Triwatty Marciano menjelaskan bahwa optimalisasi arena ini diproyeksikan mampu memicu pertumbuhan sport industry dan sport tourism di Aceh Tengah. Dampak positifnya diharapkan langsung menyentuh para pelaku usaha mikro, kecil, dan menengah (UMKM) setempat serta para peternak kuda yang menjadi pilar penting ekosistem olahraga ini.

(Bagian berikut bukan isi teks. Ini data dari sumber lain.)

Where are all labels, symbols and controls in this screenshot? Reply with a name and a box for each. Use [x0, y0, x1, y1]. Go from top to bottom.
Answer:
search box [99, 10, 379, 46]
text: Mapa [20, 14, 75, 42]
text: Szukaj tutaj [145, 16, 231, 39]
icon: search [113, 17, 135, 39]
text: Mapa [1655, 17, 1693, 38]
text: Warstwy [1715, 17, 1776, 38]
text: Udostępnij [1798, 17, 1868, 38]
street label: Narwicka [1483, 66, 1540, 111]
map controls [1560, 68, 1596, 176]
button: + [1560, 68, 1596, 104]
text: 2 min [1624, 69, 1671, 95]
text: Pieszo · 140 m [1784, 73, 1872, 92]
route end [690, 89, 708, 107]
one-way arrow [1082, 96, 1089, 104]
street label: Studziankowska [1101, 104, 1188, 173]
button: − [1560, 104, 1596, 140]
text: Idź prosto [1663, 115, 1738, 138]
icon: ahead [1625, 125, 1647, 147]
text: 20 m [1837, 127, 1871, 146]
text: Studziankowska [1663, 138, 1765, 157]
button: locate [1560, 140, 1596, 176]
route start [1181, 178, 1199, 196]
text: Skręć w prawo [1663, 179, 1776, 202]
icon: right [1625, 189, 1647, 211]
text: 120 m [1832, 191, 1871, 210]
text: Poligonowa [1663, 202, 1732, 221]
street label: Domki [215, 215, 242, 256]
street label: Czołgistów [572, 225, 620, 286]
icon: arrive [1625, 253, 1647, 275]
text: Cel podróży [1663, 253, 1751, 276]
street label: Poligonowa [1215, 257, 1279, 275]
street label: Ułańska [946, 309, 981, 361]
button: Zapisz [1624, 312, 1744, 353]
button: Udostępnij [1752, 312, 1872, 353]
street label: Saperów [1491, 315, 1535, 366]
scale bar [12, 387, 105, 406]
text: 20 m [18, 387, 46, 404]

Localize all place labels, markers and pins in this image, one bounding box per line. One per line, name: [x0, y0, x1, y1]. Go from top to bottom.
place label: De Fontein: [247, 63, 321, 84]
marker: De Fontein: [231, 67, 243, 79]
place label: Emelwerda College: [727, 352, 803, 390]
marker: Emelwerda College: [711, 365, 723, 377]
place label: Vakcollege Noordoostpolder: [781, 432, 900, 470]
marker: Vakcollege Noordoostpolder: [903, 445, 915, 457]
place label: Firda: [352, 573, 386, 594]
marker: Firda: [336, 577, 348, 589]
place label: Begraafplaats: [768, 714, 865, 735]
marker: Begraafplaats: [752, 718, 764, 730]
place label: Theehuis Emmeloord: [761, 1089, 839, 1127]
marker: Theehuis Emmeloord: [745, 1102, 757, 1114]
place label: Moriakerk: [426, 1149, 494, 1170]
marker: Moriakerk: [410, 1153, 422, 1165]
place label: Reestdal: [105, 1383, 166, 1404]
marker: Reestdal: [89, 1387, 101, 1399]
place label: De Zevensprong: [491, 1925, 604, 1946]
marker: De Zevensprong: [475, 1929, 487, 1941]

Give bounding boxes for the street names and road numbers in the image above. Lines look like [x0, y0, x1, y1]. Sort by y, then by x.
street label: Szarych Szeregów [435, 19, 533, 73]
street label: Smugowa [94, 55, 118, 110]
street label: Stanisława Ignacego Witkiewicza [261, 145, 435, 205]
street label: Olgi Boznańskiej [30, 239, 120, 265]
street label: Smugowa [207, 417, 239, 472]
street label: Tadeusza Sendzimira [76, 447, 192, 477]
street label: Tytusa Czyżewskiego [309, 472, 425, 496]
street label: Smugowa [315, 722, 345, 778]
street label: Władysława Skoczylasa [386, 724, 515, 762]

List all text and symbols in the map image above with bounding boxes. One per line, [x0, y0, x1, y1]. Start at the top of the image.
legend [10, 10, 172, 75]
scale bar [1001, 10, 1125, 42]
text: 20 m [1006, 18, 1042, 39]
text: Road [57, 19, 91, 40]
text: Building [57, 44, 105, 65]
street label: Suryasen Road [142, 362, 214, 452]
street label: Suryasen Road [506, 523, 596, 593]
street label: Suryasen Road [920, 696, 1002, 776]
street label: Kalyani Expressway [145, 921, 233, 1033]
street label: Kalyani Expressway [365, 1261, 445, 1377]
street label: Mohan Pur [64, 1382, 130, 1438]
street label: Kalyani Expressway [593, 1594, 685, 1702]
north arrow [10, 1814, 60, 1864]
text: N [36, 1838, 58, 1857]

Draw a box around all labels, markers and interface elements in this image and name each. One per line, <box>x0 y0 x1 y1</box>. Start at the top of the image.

Lapangan H.M. Hasan Gayo dinilai memiliki spesifikasi mumpuni. Selain difungsikan untuk balapan tradisional (Pacu Kuda), fasilitas ini akan dikembangkan agar memenuhi standar internasional untuk disiplin berkuda memanah (horseback archery). Diversifikasi fungsi ini diharapkan meningkatkan produktivitas pemakaian fasilitas olahraga tersebut secara berkelanjutan.
Sinergi ini tidak hanya fokus pada pencapaian prestasi olahraga, tetapi juga melestarikan tradisi berkuda yang telah mengakar kuat dalam kebudayaan masyarakat Gayo. Melalui tata kelola yang terintegrasi, kedua belah pihak optimistis Aceh Tengah dapat menjadi episentrum baru bagi perkembangan olahraga berkuda di tanah air.